普段実行するコマンドを並べるだけの手軽さ

常にターミナルを開いておくタイプの人や、VSCodeやVim等のエディタでターミナルを常駐させている人にとって、シェルコマンドや簡単なシェルスクリプトを書くことは生活の一部です。普段実行している何気ないコマンドの組み合わせをMakefileに書くだけで、インクリメンタルビルドや並列実行の恩恵が受けられます。

go buildwebpackなど、昨今の言語やフレームワークはそれ自体が優秀なコマンドを持っている事が多く、1つのコマンドで大体のことをやってくれます。これらをメモ代わりにMakefileにしておくところから手軽に始められます。

タスクランナーの可搬性とdockerの普及

私はMacOSで仕事をしていますが、同僚のほとんどはWindowsユーザです。また、ビルドコマンドやスクリプトはLinuxサーバやCI環境内のdockerなどでも実行させるのが主目的であることが多いです。

このような環境では可搬性が非常に重要になりますが、特にWindowsのサポートが重荷でした。以前はRakeを採用していましたが、どうしてもOS間の差異の吸収は必要でした。これはantを呼び出すRakefileの一部です。

def is_windows?() # {{{
  if (RUBY_PLATFORM.downcase =~ /mswin(?!ce)|mingw|cygwin|bccwin/)
    return true
  end
  return false
end

ANT = is_windows? ? "call ant" : "ant"

これだけなら良いのですが、外部コマンドを使った処理はシェルや外部コマンドに依存するため、複雑な処理はRubyのメソッドとして実装せざるを得ないケースが多くあります。私の環境ではRubyを書くのはほとんどRakefileをいじるときだけのため、メンテナンスが徐々に負担になっていました。

また、CI環境にRakeのためだけにRubyを入れるのもdockerイメージサイズが大きくなったり、ベースイメージの選択肢が狭まったりしてあまり良いとは思えなくなっていました。

そこでWindowsユーザはMakeをdockerで実行するということにして、私はMakeに戻りました。

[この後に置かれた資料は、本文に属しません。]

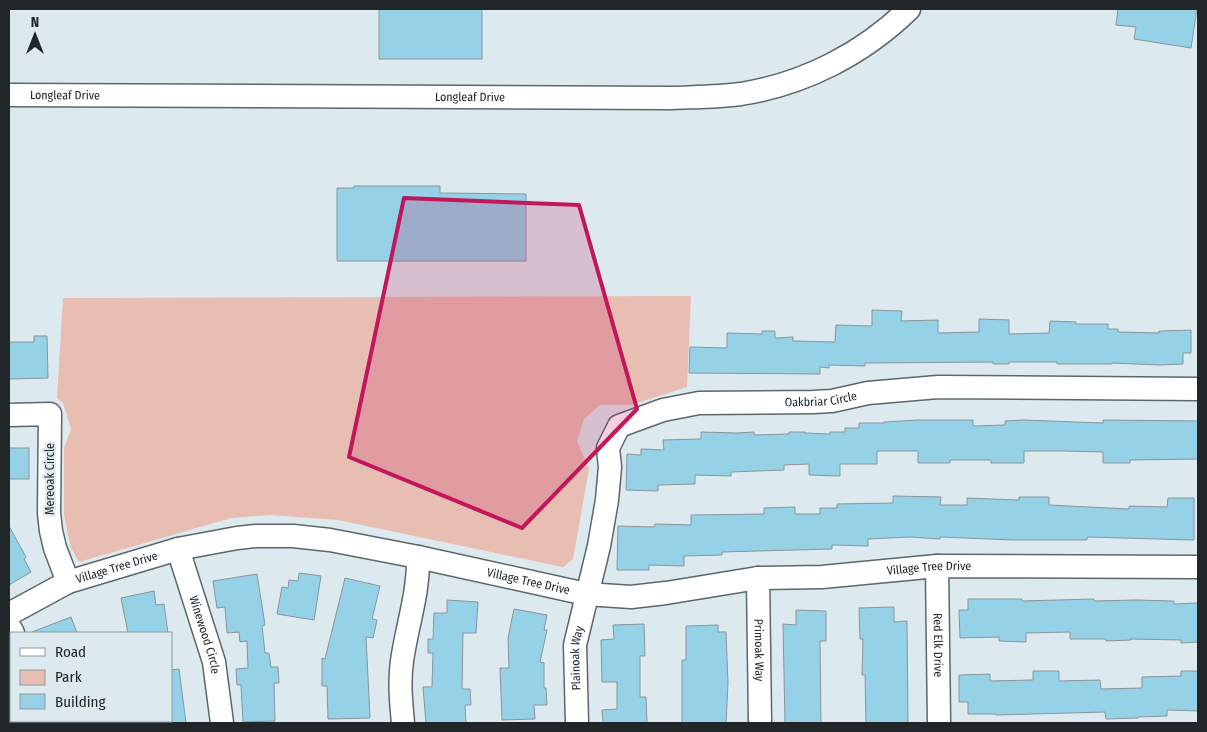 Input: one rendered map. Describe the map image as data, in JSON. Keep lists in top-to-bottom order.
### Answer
{
  "streets": {
    "street": [
      "Longleaf Drive",
      "Oakbriar Circle",
      "Mereoak Circle",
      "Village Tree Drive",
      "Winewood Circle",
      "Red Elk Drive",
      "Primoak Way",
      "Plainoak Way"
    ]
  },
  "crossings": [
    ["Oakbriar Circle", "Village Tree Drive"],
    ["Oakbriar Circle", "Plainoak Way"],
    ["Mereoak Circle", "Village Tree Drive"],
    ["Village Tree Drive", "Winewood Circle"],
    ["Village Tree Drive", "Red Elk Drive"],
    ["Village Tree Drive", "Primoak Way"],
    ["Village Tree Drive", "Plainoak Way"]
  ],
  "legend": ["Road", "Park", "Building"],
  "north": "top"
}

これにはいくつか理由があります。

  • Linux, MacへのMakeのインストールは簡単。dockerイメージも作りやすい
  • WindowsでもMakeの他にawsclijq, webpackなど各種CLIツールをインストールする必要がある
  • Dockerfileを書いておけば、いちいちツールのインストール方法を書いたり、教えたりしなくてもよくなる
    • ツールのバージョン違いや環境による差異をなくせる
    • 特にWindowsでMSYS2やGit for Windowsの混在、PATHの順番などで質問を受けるのはうんざり…

dockerが普及して、Windowsにも簡単にインストールできるようになって久しいです。プロジェクト毎にツールのセットアップ方法を考えるより、dockerのインストール方法を一度教えるほうが楽でしょう。

Make入門

参考書籍

こちらの書籍が無料で公開されています。

PDFを結合したファイルを公開されている方もいらっしゃいます。

ライセンスはGNU Free Documentation Licenseとの事で、一つに結合したものをGitHubに公開しました。よかったら活用ください

「GNU Make 第3版 日本語版(オライリー)」の無料PDF | The modern stone age.

ちょっと古い内容も含みますが、非常に良著です。Makeに興味が出たら、ぜひ一読することをおすすめします。こちらの記事でも引用させていただきます。

最も単純な例

Makefileには、作りたいターゲットとその必須項目を定義し、必須項目からターゲットを生成するコマンドをレシピとして書きます。

ターゲットと必須項目は基本的にすべてファイル名であることを忘れないでください。

dist/hoge.yml: src/hoge.yml
    cat $< > $@

ビルトインルールの無効化

いきなりですが、Makeにはビルトインルール(暗黙のルールとも)が多数含まれています。これはC言語やCVSなど使ってビルドするには便利ですが、あまり最近のツールには関係ありません。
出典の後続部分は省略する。